◆ WORK TO COMPLETE: Output the records below in full, word for word; pictures do not belong in it.

[Stored items]
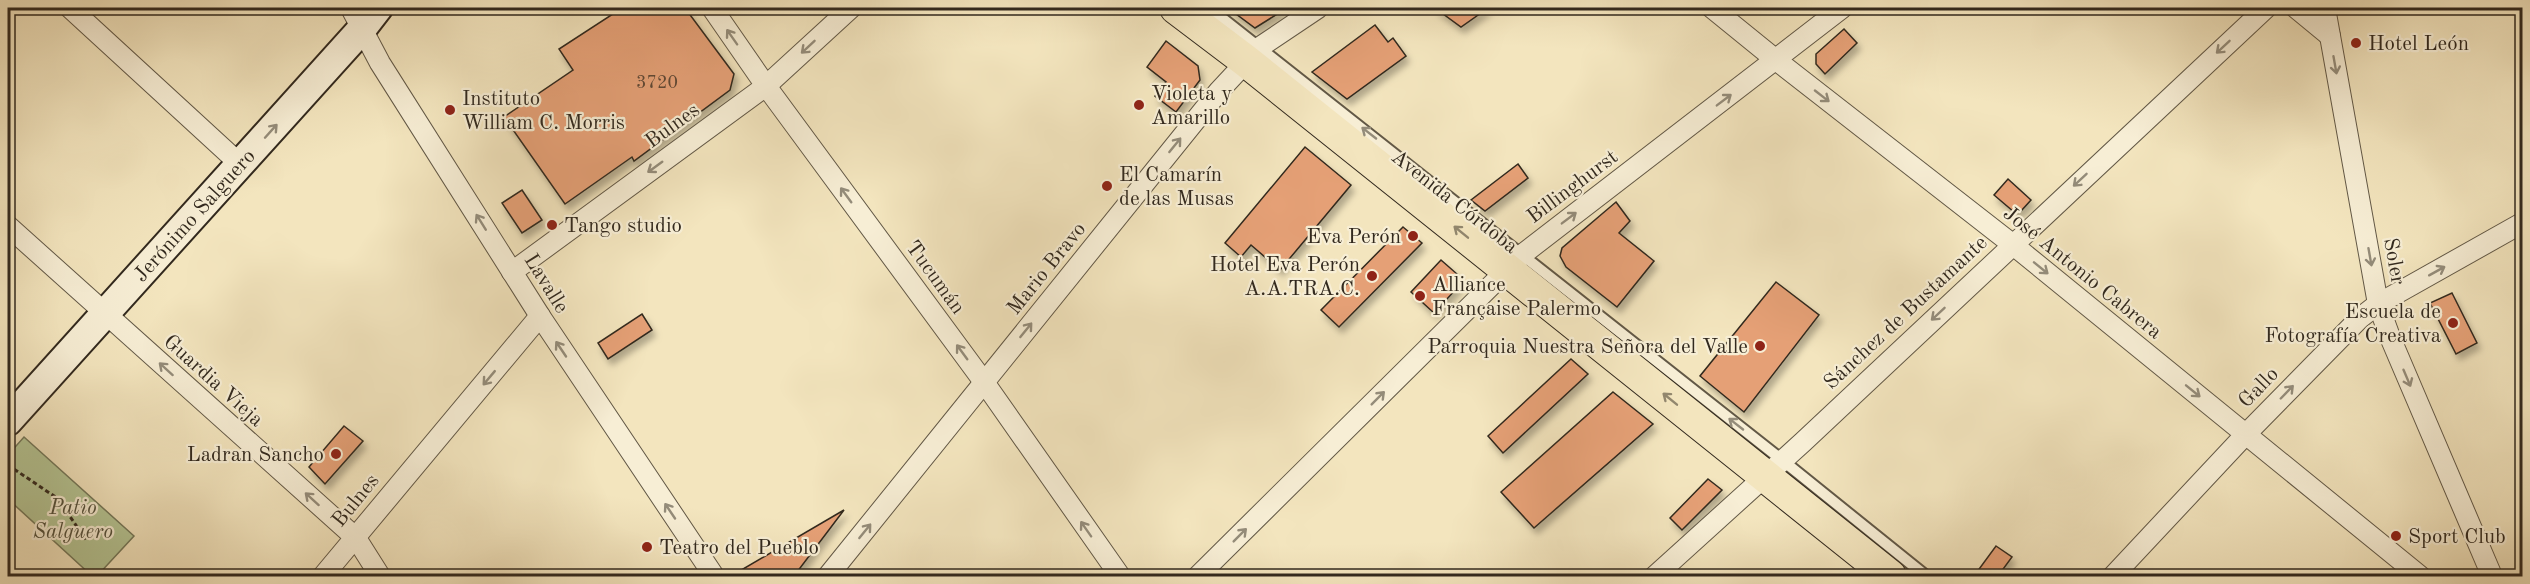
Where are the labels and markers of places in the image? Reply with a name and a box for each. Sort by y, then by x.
place label: Hotel León [2368,34,2469,55]
marker: Hotel León [2349,36,2363,50]
place label: Violeta y Amarillo [1151,84,1232,129]
place label: Instituto William C. Morris [462,89,625,134]
marker: Violeta y Amarillo [1132,98,1146,112]
marker: Instituto William C. Morris [443,103,457,117]
place label: El Camarín de las Musas [1119,165,1234,210]
marker: El Camarín de las Musas [1100,179,1114,193]
place label: Tango studio [564,216,682,237]
marker: Tango studio [545,218,559,232]
place label: Eva Perón [1307,227,1401,248]
marker: Eva Perón [1406,229,1420,243]
place label: Hotel Eva Perón A.A.TRA.C. [1210,255,1360,300]
marker: Hotel Eva Perón A.A.TRA.C. [1365,269,1379,283]
place label: Alliance Française Palermo [1432,275,1601,320]
marker: Alliance Française Palermo [1413,289,1427,303]
place label: Escuela de Fotografía Creativa [2264,302,2441,347]
marker: Escuela de Fotografía Creativa [2446,316,2460,330]
place label: Parroquia Nuestra Señora del Valle [1427,337,1748,358]
marker: Parroquia Nuestra Señora del Valle [1753,339,1767,353]
place label: Ladran Sancho [187,445,324,466]
marker: Ladran Sancho [329,447,343,461]
place label: Sport Club [2408,527,2506,548]
marker: Sport Club [2389,529,2403,543]
place label: Teatro del Pueblo [659,538,819,559]
marker: Teatro del Pueblo [640,540,654,554]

◆ EXERCISE RESPONSE:
Where are the labels and markers of places in the image? Reply with a name and a box for each. Sort by y, then by x.
place label: Hotel León [2368,34,2469,55]
marker: Hotel León [2349,36,2363,50]
place label: Violeta y Amarillo [1151,84,1232,129]
place label: Instituto William C. Morris [462,89,625,134]
marker: Violeta y Amarillo [1132,98,1146,112]
marker: Instituto William C. Morris [443,103,457,117]
place label: El Camarín de las Musas [1119,165,1234,210]
marker: El Camarín de las Musas [1100,179,1114,193]
place label: Tango studio [564,216,682,237]
marker: Tango studio [545,218,559,232]
place label: Eva Perón [1307,227,1401,248]
marker: Eva Perón [1406,229,1420,243]
place label: Hotel Eva Perón A.A.TRA.C. [1210,255,1360,300]
marker: Hotel Eva Perón A.A.TRA.C. [1365,269,1379,283]
place label: Alliance Française Palermo [1432,275,1601,320]
marker: Alliance Française Palermo [1413,289,1427,303]
place label: Escuela de Fotografía Creativa [2264,302,2441,347]
marker: Escuela de Fotografía Creativa [2446,316,2460,330]
place label: Parroquia Nuestra Señora del Valle [1427,337,1748,358]
marker: Parroquia Nuestra Señora del Valle [1753,339,1767,353]
place label: Ladran Sancho [187,445,324,466]
marker: Ladran Sancho [329,447,343,461]
place label: Sport Club [2408,527,2506,548]
marker: Sport Club [2389,529,2403,543]
place label: Teatro del Pueblo [659,538,819,559]
marker: Teatro del Pueblo [640,540,654,554]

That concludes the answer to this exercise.